"To say goodbye with all our heart is to turn a parting into a blessing. Goodbye is derived from the phrase 'God be with you.' A blessing is the offering of one heart to another; to another person, to a situation, to life itself. Isn't that what we are here for? To bless the savor of this precious moment even as it slips through our fingers? To allow its sorrow, its joy, its silence or laughter to enter our life stream and add a measure to who we are?" So writes Roger Housden in this tenth and final volume in the celebrated Ten Poems series.

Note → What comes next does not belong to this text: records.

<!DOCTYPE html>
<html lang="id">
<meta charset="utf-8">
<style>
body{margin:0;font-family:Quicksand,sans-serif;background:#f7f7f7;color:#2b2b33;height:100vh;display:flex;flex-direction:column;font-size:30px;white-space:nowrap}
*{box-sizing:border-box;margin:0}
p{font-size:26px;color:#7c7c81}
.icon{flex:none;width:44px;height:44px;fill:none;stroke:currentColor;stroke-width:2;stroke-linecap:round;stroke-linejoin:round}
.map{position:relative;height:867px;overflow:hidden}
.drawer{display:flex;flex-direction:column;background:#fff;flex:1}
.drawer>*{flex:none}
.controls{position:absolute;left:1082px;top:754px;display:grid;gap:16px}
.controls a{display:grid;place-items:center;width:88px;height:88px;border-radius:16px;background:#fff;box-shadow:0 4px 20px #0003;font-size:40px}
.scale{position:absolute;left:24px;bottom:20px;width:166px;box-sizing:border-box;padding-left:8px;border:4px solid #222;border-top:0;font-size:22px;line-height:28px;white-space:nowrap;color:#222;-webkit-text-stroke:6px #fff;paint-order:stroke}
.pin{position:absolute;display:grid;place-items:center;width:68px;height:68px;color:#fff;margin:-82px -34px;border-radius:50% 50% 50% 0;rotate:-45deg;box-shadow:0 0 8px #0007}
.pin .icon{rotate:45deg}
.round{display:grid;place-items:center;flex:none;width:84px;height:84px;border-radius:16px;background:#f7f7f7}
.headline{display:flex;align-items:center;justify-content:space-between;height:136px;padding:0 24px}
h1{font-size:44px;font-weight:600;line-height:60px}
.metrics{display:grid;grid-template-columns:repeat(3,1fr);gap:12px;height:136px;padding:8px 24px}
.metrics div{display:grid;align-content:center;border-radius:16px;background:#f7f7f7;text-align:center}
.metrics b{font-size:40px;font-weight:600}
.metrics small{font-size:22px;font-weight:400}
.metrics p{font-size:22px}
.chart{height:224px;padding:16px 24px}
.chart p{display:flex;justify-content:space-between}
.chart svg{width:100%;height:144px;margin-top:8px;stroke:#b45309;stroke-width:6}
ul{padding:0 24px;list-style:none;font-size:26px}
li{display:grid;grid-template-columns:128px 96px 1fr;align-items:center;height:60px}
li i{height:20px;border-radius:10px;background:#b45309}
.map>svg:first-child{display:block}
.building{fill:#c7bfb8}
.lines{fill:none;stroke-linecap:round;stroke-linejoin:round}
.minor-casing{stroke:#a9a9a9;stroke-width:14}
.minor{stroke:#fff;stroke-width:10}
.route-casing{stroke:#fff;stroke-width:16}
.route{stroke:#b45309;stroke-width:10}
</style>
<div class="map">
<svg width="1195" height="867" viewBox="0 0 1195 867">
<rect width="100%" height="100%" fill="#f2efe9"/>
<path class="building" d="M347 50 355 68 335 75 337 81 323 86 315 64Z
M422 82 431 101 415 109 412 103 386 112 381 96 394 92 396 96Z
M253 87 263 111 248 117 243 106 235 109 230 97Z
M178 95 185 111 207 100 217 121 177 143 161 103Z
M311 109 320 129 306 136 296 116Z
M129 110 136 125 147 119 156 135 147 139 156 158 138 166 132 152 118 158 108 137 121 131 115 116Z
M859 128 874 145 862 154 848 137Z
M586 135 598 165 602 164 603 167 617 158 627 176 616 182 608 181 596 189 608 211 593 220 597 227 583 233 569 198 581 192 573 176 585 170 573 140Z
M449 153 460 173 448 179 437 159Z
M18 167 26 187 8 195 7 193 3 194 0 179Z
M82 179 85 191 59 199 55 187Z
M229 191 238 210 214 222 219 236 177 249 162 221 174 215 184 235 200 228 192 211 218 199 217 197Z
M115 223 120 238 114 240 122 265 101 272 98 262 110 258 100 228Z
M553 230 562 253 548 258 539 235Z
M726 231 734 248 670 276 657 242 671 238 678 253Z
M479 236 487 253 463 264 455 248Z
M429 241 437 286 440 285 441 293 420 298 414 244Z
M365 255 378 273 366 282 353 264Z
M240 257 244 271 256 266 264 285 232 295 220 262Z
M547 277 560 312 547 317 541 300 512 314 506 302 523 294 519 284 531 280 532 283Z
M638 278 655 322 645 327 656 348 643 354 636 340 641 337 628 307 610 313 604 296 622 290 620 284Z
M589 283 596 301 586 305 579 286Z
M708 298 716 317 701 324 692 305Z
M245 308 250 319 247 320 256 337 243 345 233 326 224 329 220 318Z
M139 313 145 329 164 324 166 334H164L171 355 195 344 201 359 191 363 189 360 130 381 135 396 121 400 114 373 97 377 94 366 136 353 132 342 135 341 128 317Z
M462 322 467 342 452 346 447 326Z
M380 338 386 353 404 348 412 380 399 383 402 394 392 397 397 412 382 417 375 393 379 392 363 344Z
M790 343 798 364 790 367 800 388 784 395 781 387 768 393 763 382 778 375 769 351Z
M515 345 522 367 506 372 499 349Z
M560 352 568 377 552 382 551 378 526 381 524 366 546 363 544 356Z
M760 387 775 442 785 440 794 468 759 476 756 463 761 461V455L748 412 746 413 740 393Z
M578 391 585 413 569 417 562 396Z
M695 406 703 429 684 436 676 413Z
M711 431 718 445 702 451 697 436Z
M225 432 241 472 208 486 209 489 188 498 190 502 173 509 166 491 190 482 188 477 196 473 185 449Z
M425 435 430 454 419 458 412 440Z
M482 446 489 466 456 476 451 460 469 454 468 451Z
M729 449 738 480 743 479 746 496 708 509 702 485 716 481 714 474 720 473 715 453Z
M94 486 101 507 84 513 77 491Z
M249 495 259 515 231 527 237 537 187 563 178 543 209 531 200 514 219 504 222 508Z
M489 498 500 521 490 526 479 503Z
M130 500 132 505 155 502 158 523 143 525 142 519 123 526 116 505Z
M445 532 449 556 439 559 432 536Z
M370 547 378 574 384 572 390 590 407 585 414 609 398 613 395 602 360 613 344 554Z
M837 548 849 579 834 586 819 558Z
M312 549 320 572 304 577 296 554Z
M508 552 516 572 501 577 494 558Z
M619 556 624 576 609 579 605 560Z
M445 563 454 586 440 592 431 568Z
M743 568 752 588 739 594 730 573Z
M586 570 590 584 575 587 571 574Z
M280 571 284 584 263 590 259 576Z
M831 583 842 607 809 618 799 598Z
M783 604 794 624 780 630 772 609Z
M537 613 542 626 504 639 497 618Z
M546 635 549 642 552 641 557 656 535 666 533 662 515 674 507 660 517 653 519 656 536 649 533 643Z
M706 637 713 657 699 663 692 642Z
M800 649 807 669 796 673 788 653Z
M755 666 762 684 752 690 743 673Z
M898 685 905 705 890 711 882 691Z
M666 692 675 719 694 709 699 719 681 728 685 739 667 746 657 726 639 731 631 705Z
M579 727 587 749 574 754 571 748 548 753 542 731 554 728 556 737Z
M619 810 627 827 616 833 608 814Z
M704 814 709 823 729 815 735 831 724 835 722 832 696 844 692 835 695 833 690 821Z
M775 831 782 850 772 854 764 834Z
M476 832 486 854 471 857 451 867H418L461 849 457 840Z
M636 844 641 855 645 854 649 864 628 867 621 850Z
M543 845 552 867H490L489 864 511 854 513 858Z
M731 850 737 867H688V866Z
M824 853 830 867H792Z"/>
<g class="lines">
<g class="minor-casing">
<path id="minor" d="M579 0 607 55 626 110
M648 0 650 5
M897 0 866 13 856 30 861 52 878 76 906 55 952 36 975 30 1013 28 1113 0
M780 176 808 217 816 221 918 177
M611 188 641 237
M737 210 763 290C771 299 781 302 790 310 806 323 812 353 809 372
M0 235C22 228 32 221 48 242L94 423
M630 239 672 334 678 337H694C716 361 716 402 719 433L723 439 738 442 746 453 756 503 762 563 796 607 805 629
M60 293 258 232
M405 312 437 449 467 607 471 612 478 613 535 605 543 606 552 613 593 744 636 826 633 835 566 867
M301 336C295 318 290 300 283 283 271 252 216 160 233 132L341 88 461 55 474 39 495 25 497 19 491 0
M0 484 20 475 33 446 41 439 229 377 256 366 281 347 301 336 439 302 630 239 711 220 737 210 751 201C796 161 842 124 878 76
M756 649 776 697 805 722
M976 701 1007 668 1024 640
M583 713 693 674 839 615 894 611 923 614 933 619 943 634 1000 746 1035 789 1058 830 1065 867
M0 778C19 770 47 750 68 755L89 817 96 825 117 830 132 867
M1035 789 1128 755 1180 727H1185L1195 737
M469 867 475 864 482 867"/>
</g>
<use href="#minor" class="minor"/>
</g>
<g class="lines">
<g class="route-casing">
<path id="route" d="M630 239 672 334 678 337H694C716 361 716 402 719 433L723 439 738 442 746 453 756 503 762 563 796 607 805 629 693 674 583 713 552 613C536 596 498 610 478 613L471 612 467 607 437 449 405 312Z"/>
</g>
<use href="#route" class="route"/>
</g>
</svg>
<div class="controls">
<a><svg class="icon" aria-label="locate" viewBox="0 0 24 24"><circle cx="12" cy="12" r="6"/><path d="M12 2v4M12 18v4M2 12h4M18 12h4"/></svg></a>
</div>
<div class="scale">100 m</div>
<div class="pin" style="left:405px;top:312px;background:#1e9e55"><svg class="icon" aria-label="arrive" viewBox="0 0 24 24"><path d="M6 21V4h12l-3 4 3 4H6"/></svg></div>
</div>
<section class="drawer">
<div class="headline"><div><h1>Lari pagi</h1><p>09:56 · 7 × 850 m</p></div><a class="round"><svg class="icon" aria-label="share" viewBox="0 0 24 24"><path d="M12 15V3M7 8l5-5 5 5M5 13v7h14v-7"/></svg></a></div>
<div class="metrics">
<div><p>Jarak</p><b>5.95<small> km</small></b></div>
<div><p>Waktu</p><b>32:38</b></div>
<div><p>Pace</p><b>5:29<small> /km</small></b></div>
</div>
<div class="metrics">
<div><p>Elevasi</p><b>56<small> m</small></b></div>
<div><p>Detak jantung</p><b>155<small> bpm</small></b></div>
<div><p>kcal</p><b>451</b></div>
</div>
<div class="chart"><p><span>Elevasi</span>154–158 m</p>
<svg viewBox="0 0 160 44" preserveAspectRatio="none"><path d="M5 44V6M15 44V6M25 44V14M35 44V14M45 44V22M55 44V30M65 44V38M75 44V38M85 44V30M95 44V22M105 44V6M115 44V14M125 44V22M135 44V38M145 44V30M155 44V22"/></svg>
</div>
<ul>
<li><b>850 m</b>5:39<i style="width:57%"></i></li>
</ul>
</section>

There is a graceful fragility to life which the Japanese call mono no aware, which means the "bittersweet" quality of a life where everything changes. That sense of impermanence shines through the ten poems Housden has chosen for this volume. Many of them capture the loss that comes with bidding farewell to a lover ("Love Sonnet XCIV" by Pablo Neruda), to the women a man has known ("The Lost Hotels of Paris" by Jack Gilbert), to a daughter leaving home ("Waving Good-Bye" by Gerald Stern), or to an abandoned lover ("Alexandra Leaving" by Leonard Cohen).

Drawing on his own inimitable skills as an interpreter of poetry and as a seasoned raconteur, Housden muses on the losses that accrue in our lives and the suffering, regret, disappointment, and grief which often accompany them. The separations and departures described in these ten poems touch our hearts with their authenticity of emotion.

Thank you Roger Housden for serving as our guide into the world where poetry intersects with the robust human adventure!